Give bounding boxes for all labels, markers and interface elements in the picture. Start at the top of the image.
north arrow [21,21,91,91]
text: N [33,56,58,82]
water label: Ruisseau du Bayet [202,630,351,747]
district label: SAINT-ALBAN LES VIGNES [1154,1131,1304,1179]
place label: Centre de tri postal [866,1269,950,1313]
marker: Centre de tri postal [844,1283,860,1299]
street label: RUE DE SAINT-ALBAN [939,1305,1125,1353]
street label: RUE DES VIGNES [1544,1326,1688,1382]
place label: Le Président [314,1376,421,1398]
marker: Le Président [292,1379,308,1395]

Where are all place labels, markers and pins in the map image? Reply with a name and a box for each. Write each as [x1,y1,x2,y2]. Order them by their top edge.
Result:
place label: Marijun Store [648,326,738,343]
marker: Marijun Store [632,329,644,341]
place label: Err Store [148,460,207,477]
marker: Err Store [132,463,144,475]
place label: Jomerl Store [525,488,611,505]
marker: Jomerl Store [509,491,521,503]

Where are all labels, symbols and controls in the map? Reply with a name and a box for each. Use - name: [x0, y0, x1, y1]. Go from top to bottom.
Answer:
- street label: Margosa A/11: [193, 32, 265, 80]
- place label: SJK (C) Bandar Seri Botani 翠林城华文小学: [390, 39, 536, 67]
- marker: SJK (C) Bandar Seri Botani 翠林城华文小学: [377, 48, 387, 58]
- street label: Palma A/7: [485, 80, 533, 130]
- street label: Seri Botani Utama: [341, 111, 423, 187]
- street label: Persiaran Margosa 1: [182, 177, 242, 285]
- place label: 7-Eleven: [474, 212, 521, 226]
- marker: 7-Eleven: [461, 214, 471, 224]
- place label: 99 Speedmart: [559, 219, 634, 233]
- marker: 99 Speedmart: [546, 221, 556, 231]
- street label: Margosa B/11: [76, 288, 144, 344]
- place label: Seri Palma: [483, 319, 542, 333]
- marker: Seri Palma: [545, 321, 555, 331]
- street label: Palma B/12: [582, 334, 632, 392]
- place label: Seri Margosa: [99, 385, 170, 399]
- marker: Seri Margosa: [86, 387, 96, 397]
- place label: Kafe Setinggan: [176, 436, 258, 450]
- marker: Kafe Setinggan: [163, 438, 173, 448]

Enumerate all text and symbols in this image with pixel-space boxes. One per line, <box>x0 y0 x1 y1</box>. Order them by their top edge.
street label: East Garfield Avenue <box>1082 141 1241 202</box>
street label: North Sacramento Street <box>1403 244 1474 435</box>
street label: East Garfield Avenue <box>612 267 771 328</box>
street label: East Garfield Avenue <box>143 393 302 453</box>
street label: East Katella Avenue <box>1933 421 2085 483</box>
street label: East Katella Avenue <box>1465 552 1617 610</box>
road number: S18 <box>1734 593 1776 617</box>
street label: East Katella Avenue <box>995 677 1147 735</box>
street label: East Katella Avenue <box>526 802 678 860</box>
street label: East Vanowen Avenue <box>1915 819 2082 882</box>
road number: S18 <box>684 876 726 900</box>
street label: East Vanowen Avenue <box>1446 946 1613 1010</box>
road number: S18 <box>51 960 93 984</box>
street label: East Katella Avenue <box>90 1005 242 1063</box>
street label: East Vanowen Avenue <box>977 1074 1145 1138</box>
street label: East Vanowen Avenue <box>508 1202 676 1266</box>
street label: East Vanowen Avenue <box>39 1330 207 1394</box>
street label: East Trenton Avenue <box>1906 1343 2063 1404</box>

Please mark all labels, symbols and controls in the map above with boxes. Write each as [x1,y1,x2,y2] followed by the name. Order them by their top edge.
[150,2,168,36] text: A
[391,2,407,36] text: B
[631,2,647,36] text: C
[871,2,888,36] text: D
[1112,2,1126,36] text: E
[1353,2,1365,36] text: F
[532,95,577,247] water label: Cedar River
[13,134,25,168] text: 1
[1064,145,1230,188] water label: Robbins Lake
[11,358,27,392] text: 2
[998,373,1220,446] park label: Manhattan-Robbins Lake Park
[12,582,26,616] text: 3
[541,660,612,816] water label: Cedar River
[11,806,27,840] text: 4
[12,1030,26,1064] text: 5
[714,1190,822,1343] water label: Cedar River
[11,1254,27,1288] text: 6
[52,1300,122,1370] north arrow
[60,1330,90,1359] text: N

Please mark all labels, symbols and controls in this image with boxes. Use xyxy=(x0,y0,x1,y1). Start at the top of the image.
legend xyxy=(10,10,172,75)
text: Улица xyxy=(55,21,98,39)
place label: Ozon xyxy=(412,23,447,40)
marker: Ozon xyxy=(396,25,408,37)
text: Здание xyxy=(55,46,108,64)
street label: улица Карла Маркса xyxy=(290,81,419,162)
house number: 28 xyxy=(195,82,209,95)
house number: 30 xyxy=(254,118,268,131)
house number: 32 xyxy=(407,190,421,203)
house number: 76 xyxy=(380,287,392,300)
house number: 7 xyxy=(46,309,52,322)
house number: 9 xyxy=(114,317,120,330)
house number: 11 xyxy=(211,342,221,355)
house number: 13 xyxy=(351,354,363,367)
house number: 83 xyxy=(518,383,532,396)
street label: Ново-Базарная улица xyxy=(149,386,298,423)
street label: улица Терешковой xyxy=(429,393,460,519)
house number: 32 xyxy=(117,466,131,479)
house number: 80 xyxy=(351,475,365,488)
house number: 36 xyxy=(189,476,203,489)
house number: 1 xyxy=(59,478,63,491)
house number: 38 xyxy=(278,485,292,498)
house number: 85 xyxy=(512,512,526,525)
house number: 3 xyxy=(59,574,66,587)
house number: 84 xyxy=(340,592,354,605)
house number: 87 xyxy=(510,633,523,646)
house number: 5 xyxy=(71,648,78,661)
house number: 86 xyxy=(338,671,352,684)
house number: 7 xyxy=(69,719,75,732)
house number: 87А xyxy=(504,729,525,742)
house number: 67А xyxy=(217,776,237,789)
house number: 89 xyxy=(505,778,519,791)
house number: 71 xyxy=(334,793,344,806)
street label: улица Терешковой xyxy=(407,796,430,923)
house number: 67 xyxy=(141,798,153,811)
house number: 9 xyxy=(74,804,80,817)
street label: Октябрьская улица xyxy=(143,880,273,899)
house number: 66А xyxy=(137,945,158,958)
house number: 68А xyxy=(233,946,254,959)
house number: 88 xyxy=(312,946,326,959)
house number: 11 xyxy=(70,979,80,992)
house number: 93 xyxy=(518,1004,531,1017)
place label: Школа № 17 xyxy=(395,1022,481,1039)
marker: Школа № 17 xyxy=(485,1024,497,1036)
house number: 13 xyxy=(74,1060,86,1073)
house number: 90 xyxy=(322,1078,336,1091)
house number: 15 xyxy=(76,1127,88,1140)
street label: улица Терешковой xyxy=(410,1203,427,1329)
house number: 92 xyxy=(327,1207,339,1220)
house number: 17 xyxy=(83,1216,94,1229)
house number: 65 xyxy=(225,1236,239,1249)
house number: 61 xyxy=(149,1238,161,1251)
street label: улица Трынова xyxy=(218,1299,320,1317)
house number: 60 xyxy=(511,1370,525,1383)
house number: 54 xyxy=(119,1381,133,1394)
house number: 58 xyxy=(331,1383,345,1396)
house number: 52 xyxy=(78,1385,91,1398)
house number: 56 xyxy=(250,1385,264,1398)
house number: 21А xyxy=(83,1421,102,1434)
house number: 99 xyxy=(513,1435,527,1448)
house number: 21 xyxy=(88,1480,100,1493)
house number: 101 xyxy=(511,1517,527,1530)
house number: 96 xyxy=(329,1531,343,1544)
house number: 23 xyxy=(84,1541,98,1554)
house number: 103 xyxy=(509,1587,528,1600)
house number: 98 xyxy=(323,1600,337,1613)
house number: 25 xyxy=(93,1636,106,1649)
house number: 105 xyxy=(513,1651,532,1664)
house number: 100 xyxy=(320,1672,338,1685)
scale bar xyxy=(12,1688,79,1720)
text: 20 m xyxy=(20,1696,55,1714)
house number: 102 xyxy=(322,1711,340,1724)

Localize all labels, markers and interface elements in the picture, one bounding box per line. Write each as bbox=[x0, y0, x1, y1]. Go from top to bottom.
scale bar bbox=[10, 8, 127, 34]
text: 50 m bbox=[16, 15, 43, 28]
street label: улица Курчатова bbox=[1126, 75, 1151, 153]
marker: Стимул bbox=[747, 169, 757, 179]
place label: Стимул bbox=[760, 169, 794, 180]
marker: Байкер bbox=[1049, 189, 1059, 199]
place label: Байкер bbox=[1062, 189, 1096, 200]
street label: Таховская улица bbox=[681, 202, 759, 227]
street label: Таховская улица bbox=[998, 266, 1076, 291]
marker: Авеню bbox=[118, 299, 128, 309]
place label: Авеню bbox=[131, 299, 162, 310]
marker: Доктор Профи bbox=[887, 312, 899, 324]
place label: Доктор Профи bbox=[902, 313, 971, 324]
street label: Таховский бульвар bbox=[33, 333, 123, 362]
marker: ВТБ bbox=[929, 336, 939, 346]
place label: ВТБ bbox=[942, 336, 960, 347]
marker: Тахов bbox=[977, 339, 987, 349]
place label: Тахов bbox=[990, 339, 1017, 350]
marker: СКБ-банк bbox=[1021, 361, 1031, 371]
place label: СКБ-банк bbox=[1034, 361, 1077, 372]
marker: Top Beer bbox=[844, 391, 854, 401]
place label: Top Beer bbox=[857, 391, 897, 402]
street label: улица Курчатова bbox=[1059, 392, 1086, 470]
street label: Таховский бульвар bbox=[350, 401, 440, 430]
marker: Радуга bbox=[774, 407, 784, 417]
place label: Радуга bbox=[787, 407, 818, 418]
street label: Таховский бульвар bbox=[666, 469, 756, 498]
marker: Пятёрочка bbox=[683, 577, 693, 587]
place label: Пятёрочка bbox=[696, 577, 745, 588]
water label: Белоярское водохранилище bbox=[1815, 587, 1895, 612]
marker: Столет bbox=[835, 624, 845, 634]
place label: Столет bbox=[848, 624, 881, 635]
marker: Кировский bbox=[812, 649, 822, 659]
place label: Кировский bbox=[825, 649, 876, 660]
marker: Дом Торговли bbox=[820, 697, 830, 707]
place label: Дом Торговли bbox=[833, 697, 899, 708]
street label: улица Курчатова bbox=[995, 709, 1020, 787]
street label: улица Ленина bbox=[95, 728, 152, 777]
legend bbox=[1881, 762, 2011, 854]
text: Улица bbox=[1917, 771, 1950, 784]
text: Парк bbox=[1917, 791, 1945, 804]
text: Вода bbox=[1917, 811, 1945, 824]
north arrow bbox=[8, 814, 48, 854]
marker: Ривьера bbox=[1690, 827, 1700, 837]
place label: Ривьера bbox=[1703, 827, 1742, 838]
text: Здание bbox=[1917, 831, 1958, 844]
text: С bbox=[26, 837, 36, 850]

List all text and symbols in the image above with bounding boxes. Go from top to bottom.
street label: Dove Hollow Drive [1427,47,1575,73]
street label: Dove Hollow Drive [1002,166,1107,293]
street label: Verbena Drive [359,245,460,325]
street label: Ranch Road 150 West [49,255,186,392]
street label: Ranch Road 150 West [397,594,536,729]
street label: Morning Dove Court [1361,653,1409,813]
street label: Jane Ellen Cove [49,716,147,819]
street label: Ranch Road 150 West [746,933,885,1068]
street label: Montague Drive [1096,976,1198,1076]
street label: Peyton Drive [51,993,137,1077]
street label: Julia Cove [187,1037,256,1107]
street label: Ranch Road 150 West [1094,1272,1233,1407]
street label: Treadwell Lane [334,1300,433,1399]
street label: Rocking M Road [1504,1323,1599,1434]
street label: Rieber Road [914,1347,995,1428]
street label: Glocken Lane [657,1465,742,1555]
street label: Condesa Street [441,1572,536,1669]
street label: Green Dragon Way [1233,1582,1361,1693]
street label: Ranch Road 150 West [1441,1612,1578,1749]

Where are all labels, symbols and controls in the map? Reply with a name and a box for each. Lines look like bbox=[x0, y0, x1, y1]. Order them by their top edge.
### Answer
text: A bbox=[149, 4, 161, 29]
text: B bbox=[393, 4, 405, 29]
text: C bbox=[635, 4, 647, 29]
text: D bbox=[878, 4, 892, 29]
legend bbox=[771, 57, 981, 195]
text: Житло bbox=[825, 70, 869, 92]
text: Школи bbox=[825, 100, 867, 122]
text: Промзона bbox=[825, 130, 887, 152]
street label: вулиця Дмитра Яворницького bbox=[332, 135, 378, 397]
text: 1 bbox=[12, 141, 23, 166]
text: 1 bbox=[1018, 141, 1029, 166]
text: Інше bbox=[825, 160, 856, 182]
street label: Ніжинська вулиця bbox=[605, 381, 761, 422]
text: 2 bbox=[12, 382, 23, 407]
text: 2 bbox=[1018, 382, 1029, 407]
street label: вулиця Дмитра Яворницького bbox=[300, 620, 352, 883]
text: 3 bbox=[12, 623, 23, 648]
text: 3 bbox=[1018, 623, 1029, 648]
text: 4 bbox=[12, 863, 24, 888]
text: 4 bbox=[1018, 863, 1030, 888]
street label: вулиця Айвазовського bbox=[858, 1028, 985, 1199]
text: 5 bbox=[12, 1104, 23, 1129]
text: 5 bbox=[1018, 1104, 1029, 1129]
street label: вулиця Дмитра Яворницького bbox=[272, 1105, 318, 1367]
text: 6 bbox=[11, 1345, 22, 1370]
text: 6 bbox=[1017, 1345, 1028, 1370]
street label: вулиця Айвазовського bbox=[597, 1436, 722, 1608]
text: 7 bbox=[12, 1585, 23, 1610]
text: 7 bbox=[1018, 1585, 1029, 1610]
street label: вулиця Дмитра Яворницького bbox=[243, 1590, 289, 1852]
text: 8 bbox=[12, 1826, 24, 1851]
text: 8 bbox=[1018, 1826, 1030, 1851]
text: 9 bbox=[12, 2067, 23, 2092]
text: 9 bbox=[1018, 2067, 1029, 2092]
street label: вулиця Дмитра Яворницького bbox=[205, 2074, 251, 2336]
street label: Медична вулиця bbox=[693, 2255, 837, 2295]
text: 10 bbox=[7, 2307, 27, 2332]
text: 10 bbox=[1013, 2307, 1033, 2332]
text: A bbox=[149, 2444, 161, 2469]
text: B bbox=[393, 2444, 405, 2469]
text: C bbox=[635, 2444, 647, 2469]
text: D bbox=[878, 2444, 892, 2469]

•••

**TASK DETAILS:**
How many lines in the entries above hold the string "bounding"? Answer with the number and nothing more.

**ANSWER BOX:**
3